Stored data entries
▼
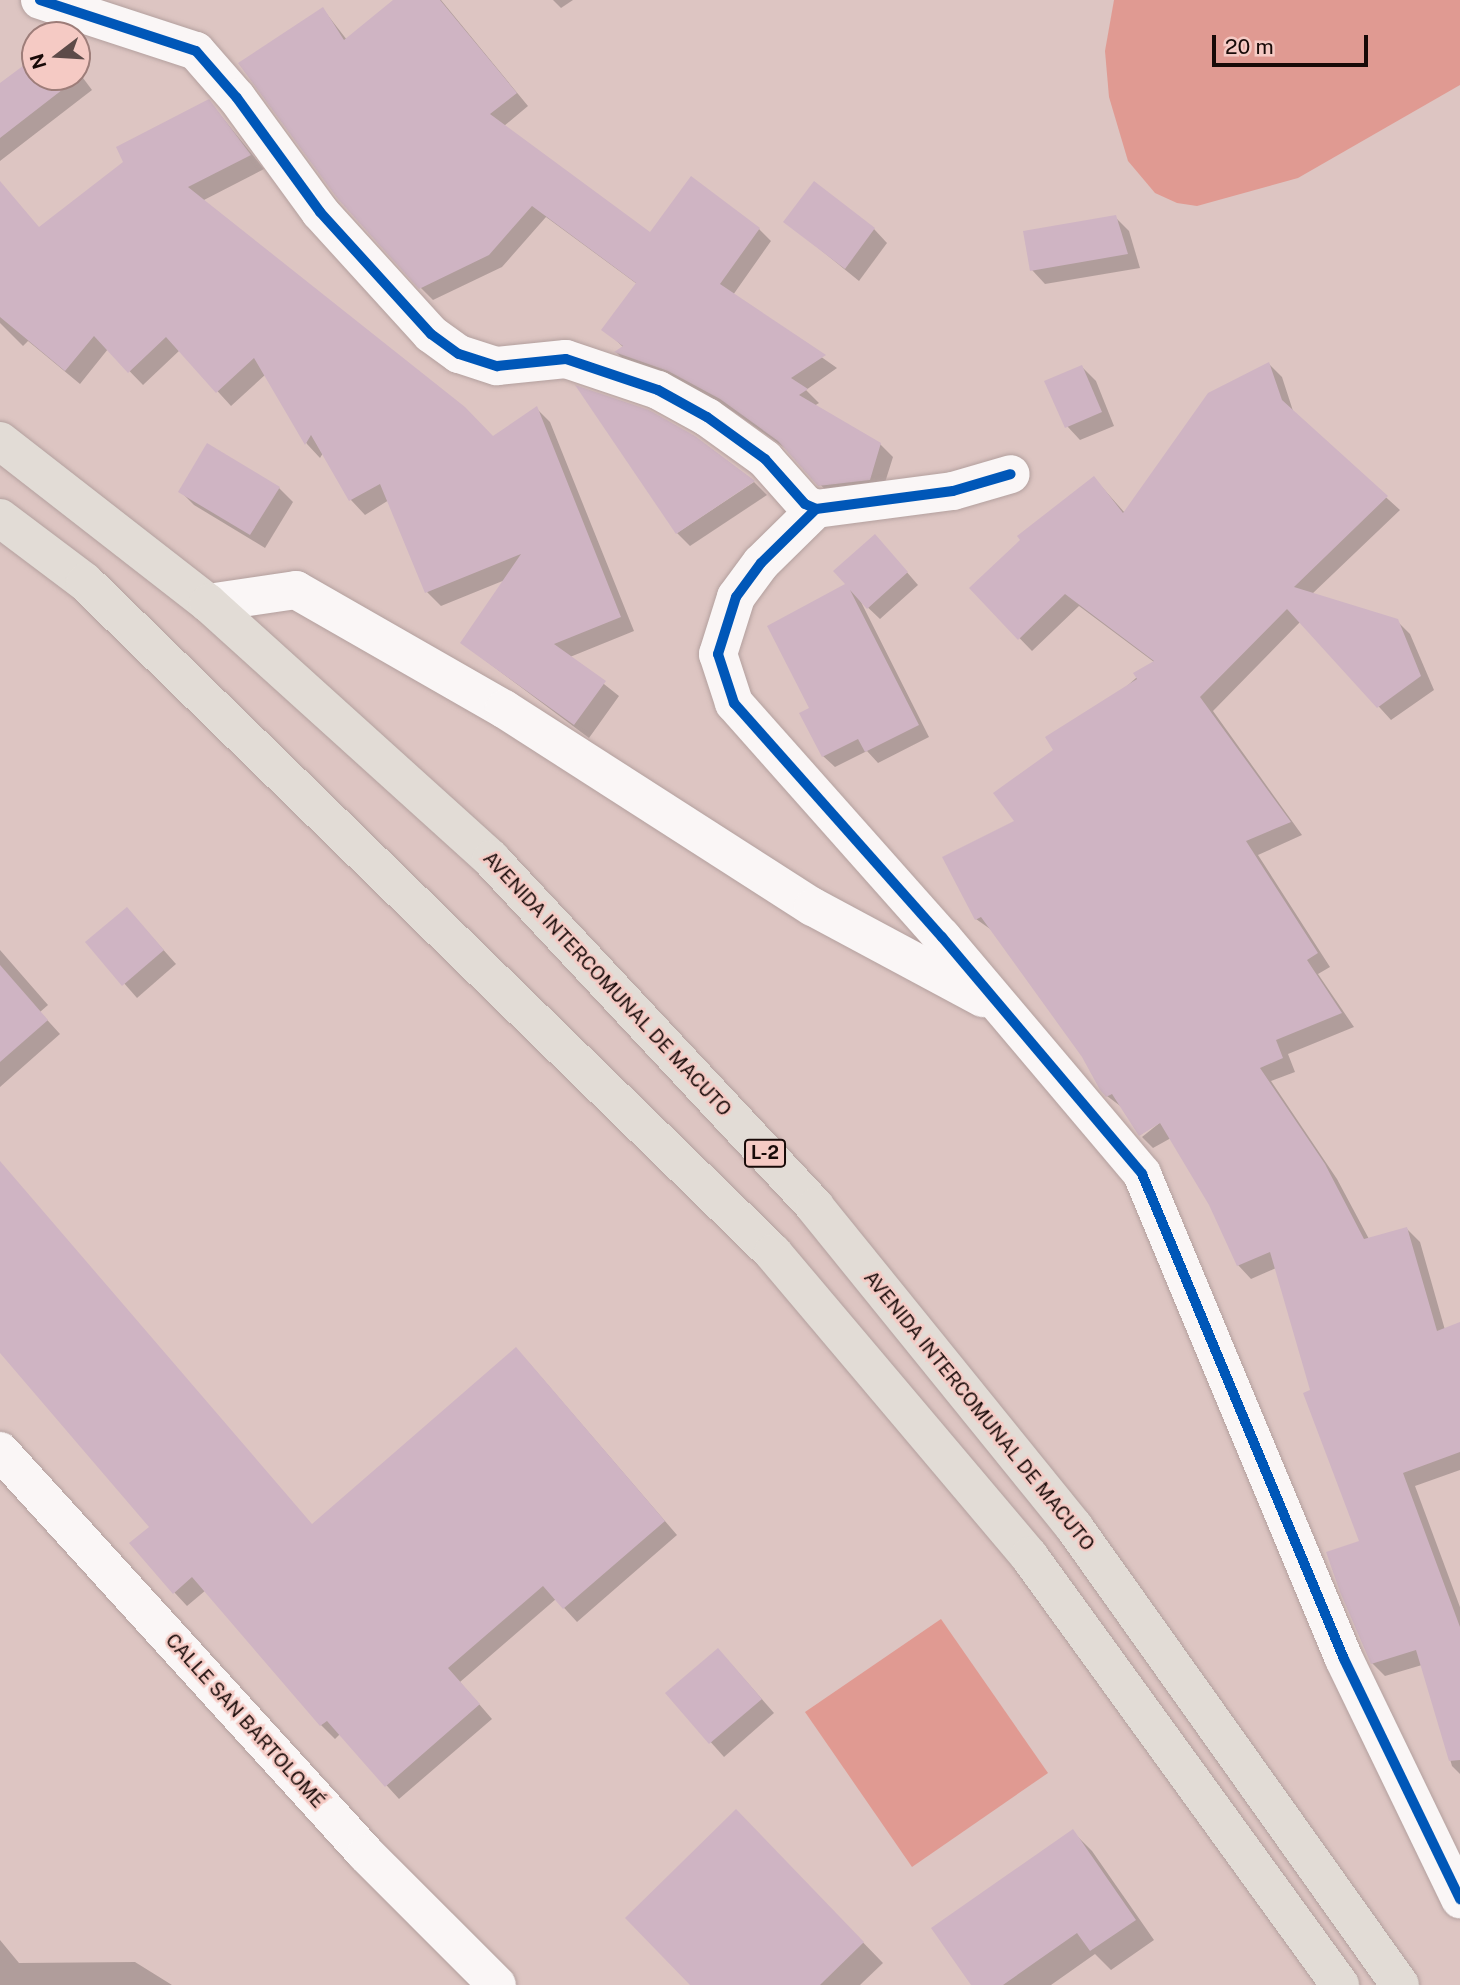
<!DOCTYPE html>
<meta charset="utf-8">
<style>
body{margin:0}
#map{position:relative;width:1460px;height:1985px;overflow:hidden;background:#ddc5c2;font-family:"Public Sans",sans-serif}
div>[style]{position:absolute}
.green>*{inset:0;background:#e09a92}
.shadow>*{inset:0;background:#0003}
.building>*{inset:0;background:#cfb4c3}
.roads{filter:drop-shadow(0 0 2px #b3a09e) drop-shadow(0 0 2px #b3a09e)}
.minor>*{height:38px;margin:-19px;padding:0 19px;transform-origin:19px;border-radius:19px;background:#faf6f6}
.major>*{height:38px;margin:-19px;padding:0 19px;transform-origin:19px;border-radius:19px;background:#e2dcd6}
.cycleway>*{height:10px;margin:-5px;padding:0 5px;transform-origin:5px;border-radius:5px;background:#0057b8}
span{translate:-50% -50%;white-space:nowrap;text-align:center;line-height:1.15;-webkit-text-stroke:5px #f5cac4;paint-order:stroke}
.shield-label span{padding:2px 5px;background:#f5cac4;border:2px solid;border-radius:5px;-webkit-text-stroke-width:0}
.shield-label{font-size:18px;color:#180a08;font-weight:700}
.street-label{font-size:19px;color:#180a08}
.north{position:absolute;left:21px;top:21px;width:70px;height:70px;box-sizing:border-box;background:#f5cac4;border:2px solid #9d7d79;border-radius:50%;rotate:253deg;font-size:19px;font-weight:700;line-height:28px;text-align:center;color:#180a08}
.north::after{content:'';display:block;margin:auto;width:24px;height:32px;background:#5d4b49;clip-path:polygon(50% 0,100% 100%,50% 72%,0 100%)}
.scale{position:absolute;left:1212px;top:35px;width:156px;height:32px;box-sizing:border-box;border:4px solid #180a08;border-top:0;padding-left:9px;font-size:21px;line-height:24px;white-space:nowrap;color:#180a08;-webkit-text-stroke:5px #f5cac4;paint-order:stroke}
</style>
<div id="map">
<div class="green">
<i style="clip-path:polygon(1114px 0,1460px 0,1460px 85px,1298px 178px,1197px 206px,1177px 203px,1155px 193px,1128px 161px,1109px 97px,1105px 51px)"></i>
<i style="clip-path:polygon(941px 1619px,1048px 1773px,912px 1867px,805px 1712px)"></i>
</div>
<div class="shadow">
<i style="clip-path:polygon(396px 0,441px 0,528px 106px,504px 126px,650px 235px,759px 229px,771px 241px,733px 295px,837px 368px,806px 390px,819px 403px,814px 406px,880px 444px,893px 457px,882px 492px,833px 498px,789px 451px,734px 412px,683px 383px,628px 364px,616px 352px,623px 347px,604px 329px,637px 284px,546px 217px,502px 267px,433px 300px,420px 287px,323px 9px,347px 40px)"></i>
<i style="clip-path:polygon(553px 0,573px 0,561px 8px)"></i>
<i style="clip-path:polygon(35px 59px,35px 77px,77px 77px,77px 70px,92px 90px,0 161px,0 85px)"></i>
<i style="clip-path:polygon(209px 101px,264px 169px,202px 201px,493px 438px,536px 408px,550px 422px,634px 631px,570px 657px,619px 696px,589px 738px,462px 643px,505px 580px,441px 606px,427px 592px,389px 500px,365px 515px,351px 500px,323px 453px,320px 458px,307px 444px,266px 374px,231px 406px,180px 350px,143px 385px,108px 349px,80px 384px,28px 341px,23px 346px,0 323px,0 209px,40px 228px)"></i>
<i style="clip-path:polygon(1115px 217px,1129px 231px,1140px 268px,1045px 284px,1032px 270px)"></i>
<i style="clip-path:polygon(785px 221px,874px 229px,887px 243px,859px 281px)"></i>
<i style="clip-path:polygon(1269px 364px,1282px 377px,1294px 414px,1400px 510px,1312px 594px,1397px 621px,1410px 634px,1434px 690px,1391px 720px,1301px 621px,1213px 711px,1302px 835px,1258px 855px,1330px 967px,1318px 974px,1354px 1027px,1288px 1054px,1295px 1072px,1271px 1081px,1337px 1179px,1369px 1239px,1407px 1229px,1420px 1242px,1445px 1330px,1460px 1326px,1460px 1470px,1415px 1486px,1460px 1607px,1460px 1774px,1452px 1766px,1422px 1665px,1385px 1676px,1372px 1663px,1361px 1542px,1276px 1268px,1251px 1279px,1238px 1265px,1211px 1204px,1171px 1138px,1153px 1148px,1142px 1137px,1167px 1117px,1140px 1135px,1123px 1108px,1107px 1096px,1084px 1056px,993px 931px,976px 919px,1016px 821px,1055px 750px,1154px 662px,1079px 606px,1032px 651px,971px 588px,1094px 478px,1125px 513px)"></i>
<i style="clip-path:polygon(1082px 367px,1096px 381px,1114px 426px,1080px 440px,1067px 426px)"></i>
<i style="clip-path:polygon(754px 482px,767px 495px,690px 546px,677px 533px)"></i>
<i style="clip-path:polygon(279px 488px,293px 502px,265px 548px,194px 505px,181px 492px)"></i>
<i style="clip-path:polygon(886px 548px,918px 585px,880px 619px,860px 600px,929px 737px,878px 763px,867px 751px,835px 767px,823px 756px,811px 709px,847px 584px)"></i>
<i style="clip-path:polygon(127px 909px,176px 964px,137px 998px,88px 942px)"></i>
<i style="clip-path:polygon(0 950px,48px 1005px,40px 1012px,60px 1034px,0 1087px)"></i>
<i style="clip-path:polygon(0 1188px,313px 1526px,529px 1363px,677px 1535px,577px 1622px,556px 1599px,460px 1682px,492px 1719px,399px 1799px,340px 1734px,335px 1739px,321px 1725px,206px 1590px,187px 1606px,174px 1592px,151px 1527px,0 1351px)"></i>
<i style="clip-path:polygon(731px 1664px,774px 1713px,724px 1757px,668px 1694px)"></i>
<i style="clip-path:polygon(1072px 1831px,1092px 1851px,1154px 1940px,1111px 1970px,1095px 1954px,1051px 1985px,973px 1985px)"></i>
<i style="clip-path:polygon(756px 1832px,883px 1963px,860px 1985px,693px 1985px)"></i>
<i style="clip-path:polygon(0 1940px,19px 1963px,135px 1962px,172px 1985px,0 1985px)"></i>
</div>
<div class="building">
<i style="clip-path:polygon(393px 0,440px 0,517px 93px,490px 114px,650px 232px,691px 176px,760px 228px,720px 284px,826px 355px,791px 378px,808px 389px,799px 395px,881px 443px,870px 480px,818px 486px,778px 441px,720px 399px,668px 371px,614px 352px,623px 346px,601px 330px,636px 283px,532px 206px,489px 255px,419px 289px,337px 198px,238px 63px,323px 7px,344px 40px)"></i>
<i style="clip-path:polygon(35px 57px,35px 77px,77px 77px,77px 72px,80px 76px,0 138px,0 83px)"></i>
<i style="clip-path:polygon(209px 99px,251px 155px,188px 187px,465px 407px,493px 436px,537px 406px,621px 617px,554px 644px,606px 681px,574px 725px,460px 643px,521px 554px,425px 593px,380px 484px,349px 501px,311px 435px,305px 445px,254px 358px,216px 393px,166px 337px,128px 373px,94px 336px,65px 371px,0 317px,0 181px,39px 227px,123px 162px,116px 147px)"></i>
<i style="clip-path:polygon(814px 181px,875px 228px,845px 269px,783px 222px)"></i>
<i style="clip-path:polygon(1116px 215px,1128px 254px,1030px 271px,1023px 231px)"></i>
<i style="clip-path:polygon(1269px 362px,1282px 400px,1388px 496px,1294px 587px,1398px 619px,1421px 676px,1377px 708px,1287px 609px,1200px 697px,1291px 822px,1246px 841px,1318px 953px,1307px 960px,1342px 1013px,1276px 1040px,1283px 1058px,1260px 1068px,1325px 1164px,1364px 1239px,1407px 1227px,1437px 1331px,1460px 1322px,1460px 1452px,1403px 1473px,1460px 1627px,1460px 1760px,1449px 1761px,1416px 1650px,1371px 1664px,1340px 1592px,1326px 1552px,1359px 1541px,1303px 1393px,1310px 1390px,1270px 1252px,1237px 1266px,1209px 1205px,1160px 1123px,1139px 1136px,1112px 1094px,1106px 1097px,1100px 1090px,1082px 1057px,981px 917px,975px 920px,942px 857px,1014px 821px,993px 793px,1053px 750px,1045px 737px,1137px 679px,1133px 673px,1154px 661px,1065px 594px,1018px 640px,969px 588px,1020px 540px,1017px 536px,1094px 476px,1123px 513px,1208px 393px)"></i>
<i style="clip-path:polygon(1082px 365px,1102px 412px,1065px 428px,1044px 381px)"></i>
<i style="clip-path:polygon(575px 385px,649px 410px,695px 436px,755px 481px,676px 534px)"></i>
<i style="clip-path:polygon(207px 443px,280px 487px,250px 535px,178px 492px)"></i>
<i style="clip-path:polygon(875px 534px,908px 572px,867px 609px,850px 590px,919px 725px,865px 752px,858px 739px,822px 757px,799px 713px,809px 708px,767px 626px,845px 584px,833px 571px)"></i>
<i style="clip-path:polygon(127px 907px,164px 950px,122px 986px,85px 942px)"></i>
<i style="clip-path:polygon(0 965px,48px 1020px,0 1062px)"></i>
<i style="clip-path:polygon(0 1161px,312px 1524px,516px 1347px,665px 1521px,563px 1609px,543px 1586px,448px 1668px,480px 1704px,385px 1787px,327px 1721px,320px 1726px,192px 1577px,173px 1594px,129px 1543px,149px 1527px,0 1353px)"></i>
<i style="clip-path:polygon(718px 1648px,762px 1699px,709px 1744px,665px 1693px)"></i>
<i style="clip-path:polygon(736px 1809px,864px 1942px,820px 1985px,690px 1985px,625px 1918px)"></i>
<i style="clip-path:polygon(1073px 1829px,1136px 1920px,1090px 1951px,1077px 1933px,1003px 1985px,971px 1985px,931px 1928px)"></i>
</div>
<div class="roads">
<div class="minor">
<i style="left:40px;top:0;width:164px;rotate:18.1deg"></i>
<i style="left:196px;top:51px;width:62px;rotate:48.9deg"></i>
<i style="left:237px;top:98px;width:141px;rotate:53.9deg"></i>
<i style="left:320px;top:212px;width:165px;rotate:47.7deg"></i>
<i style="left:431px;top:334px;width:34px;rotate:36deg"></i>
<i style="left:459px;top:354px;width:40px;rotate:18deg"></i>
<i style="left:497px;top:366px;width:69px;rotate:-5.8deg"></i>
<i style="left:566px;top:359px;width:97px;rotate:18.6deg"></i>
<i style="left:658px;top:390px;width:56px;rotate:28.9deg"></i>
<i style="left:707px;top:417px;width:72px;rotate:35.9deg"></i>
<i style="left:765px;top:459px;width:60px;rotate:48.4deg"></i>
<i style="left:805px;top:504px;width:12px;rotate:24deg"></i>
<i style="left:816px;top:509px;width:138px;rotate:-7.5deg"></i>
<i style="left:953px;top:491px;width:60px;rotate:-16.3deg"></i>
<i style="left:816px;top:509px;width:77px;rotate:135.5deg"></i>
<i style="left:761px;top:563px;width:42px;rotate:126.3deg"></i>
<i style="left:736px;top:597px;width:60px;rotate:107.5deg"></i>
<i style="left:718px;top:654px;width:52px;rotate:71.9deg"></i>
<i style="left:734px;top:703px;width:313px;rotate:48.4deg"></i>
<i style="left:942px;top:937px;width:310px;rotate:49.8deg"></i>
<i style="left:1142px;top:1174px;width:525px;rotate:67.39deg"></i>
<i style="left:1344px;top:1659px;width:267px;rotate:64.2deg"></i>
<i style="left:208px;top:603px;width:89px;rotate:-8.4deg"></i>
<i style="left:296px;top:590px;width:240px;rotate:29.8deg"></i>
<i style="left:504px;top:709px;width:367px;rotate:32.7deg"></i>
<i style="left:813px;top:907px;width:193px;rotate:28.2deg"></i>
<i style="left:0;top:1451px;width:544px;rotate:47.75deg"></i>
<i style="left:366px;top:1854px;width:185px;rotate:45deg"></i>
</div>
<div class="major">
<i style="left:0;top:441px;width:264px;rotate:37.9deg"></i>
<i style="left:208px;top:603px;width:382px;rotate:42.1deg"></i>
<i style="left:491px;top:859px;width:475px;rotate:47deg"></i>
<i style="left:815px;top:1207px;width:412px;rotate:51deg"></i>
<i style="left:1074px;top:1527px;width:562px;rotate:54.56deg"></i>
<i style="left:0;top:518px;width:106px;rotate:37deg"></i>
<i style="left:85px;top:582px;width:961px;rotate:44.28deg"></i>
<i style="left:773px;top:1253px;width:397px;rotate:49.8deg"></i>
<i style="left:1029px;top:1556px;width:530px;rotate:54.06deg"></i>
</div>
</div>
<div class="cycleway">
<i style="left:40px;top:0;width:164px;rotate:18.1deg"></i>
<i style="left:196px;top:51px;width:62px;rotate:48.9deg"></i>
<i style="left:237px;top:98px;width:141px;rotate:53.9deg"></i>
<i style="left:320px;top:212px;width:165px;rotate:47.7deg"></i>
<i style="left:431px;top:334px;width:34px;rotate:36deg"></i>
<i style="left:459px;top:354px;width:40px;rotate:18deg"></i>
<i style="left:497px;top:366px;width:69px;rotate:-5.8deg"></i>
<i style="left:566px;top:359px;width:97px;rotate:18.6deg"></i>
<i style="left:658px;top:390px;width:56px;rotate:28.9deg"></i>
<i style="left:707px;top:417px;width:72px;rotate:35.9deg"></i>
<i style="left:765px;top:459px;width:60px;rotate:48.4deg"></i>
<i style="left:805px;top:504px;width:12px;rotate:24deg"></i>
<i style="left:816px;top:509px;width:138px;rotate:-7.5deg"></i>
<i style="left:953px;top:491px;width:60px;rotate:-16.3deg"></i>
<i style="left:816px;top:509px;width:77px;rotate:135.5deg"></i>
<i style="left:761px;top:563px;width:42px;rotate:126.3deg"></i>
<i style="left:736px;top:597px;width:60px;rotate:107.5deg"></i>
<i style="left:718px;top:654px;width:52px;rotate:71.9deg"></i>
<i style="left:734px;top:703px;width:313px;rotate:48.4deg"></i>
<i style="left:942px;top:937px;width:310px;rotate:49.8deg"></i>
<i style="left:1142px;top:1174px;width:525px;rotate:67.39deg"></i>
<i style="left:1344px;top:1659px;width:267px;rotate:64.2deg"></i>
</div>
<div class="shield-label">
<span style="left:765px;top:1153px">L-2</span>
</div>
<div class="street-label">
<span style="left:607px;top:984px;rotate:47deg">AVENIDA INTERCOMUNAL DE MACUTO</span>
<span style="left:979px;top:1411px;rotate:51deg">AVENIDA INTERCOMUNAL DE MACUTO</span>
<span style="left:245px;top:1721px;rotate:48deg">CALLE SAN BARTOLOMÉ</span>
</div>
<div class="north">N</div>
<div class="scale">20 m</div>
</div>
▲
_Exercise_
Your reply should be the lines of the records from the start through the line with "2px #b3a09e) drop-shadow(0", copied word for word, pictures omitted.

_Answer to this problem_
<!DOCTYPE html>
<meta charset="utf-8">
<style>
body{margin:0}
#map{position:relative;width:1460px;height:1985px;overflow:hidden;background:#ddc5c2;font-family:"Public Sans",sans-serif}
div>[style]{position:absolute}
.green>*{inset:0;background:#e09a92}
.shadow>*{inset:0;background:#0003}
.building>*{inset:0;background:#cfb4c3}
.roads{filter:drop-shadow(0 0 2px #b3a09e) drop-shadow(0 0 2px #b3a09e)}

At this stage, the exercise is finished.